REQUIRED ACTION: Every entry below is to be returned unchanged. Images are not part of the copy.

********

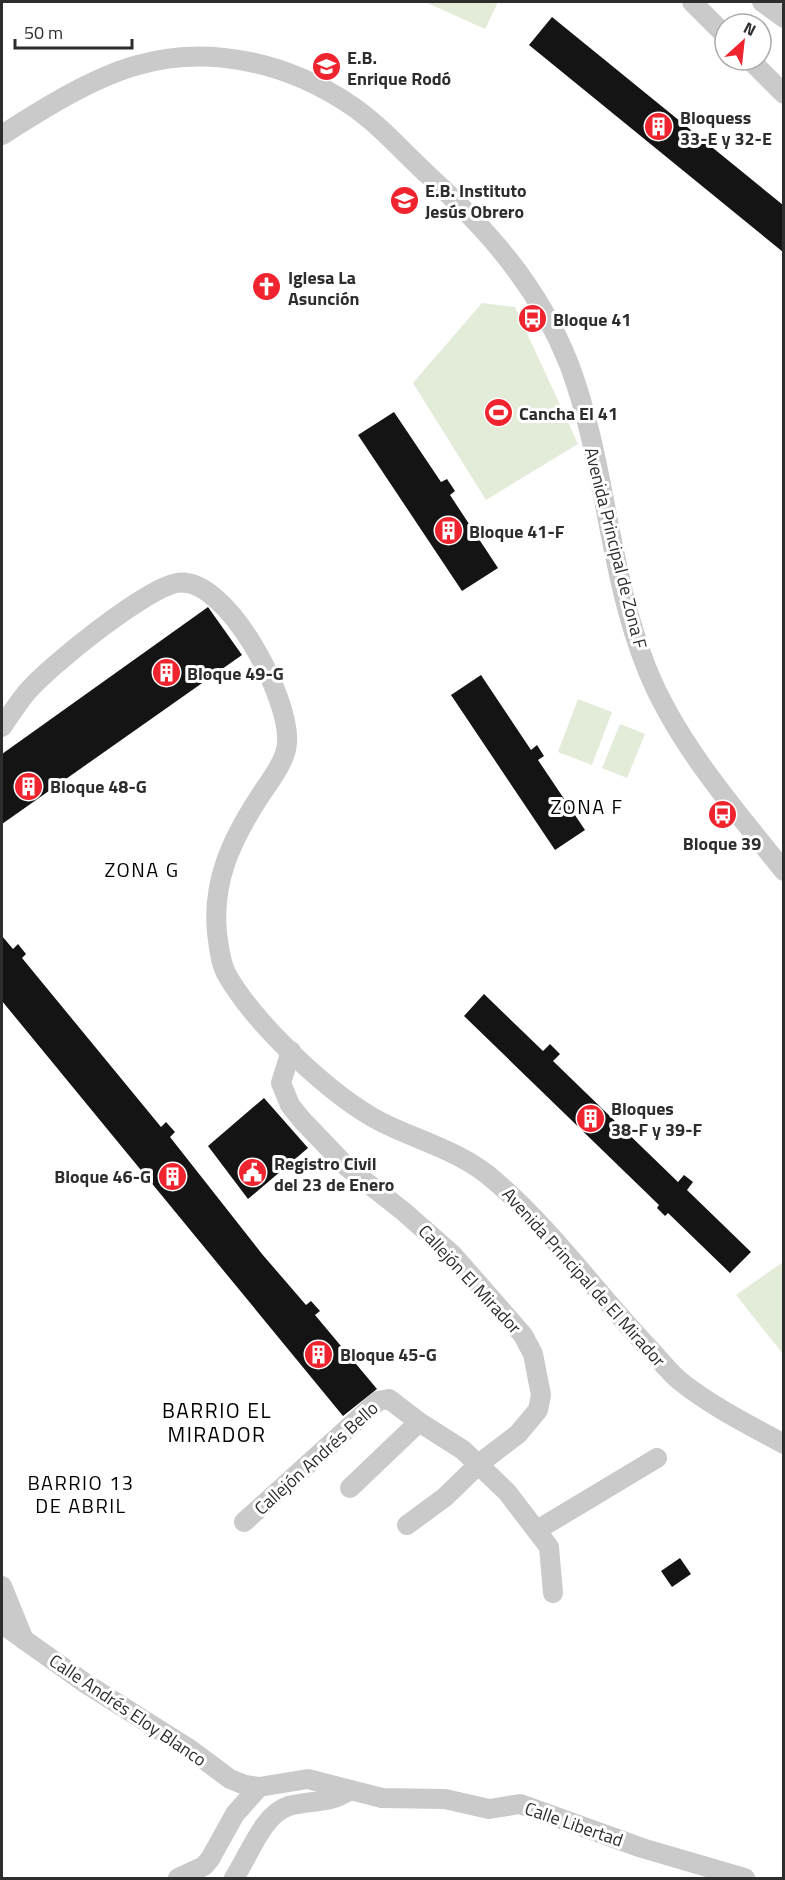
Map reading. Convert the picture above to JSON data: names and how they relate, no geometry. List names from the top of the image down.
{
  "streets": {
    "street": [
      "Avenida Principal de Zona F",
      "Avenida Principal de El Mirador",
      "Callejón El Mirador",
      "Callejón Andrés Bello",
      "Calle Andrés Eloy Blanco",
      "Calle Libertad"
    ]
  },
  "crossings": [
    ["Avenida Principal de El Mirador", "Callejón El Mirador"],
    ["Calle Andrés Eloy Blanco", "Calle Libertad"]
  ],
  "districts": [
    "ZONA F",
    "ZONA G",
    "BARRIO EL MIRADOR",
    "BARRIO 13 DE ABRIL"
  ],
  "places": {
    "school or university": ["E.B. Enrique Rodó", "E.B. Instituto Jesús Obrero"],
    "building": [
      "Bloquess 33-E y 32-E",
      "Bloque 41-F",
      "Bloque 49-G",
      "Bloque 48-G",
      "Bloques 38-F y 39-F",
      "Bloque 46-G",
      "Bloque 45-G"
    ],
    "church": ["Iglesa La Asunción"],
    "bus stop": ["Bloque 41", "Bloque 39"],
    "sports": ["Cancha El 41"],
    "public building": ["Registro Civil del 23 de Enero"]
  },
  "scale_bar": "50 m",
  "north": "top right"
}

********

REPLY:
Map reading. Convert the picture above to JSON data: names and how they relate, no geometry. List names from the top of the image down.
{
  "streets": {
    "street": [
      "Avenida Principal de Zona F",
      "Avenida Principal de El Mirador",
      "Callejón El Mirador",
      "Callejón Andrés Bello",
      "Calle Andrés Eloy Blanco",
      "Calle Libertad"
    ]
  },
  "crossings": [
    ["Avenida Principal de El Mirador", "Callejón El Mirador"],
    ["Calle Andrés Eloy Blanco", "Calle Libertad"]
  ],
  "districts": [
    "ZONA F",
    "ZONA G",
    "BARRIO EL MIRADOR",
    "BARRIO 13 DE ABRIL"
  ],
  "places": {
    "school or university": ["E.B. Enrique Rodó", "E.B. Instituto Jesús Obrero"],
    "building": [
      "Bloquess 33-E y 32-E",
      "Bloque 41-F",
      "Bloque 49-G",
      "Bloque 48-G",
      "Bloques 38-F y 39-F",
      "Bloque 46-G",
      "Bloque 45-G"
    ],
    "church": ["Iglesa La Asunción"],
    "bus stop": ["Bloque 41", "Bloque 39"],
    "sports": ["Cancha El 41"],
    "public building": ["Registro Civil del 23 de Enero"]
  },
  "scale_bar": "50 m",
  "north": "top right"
}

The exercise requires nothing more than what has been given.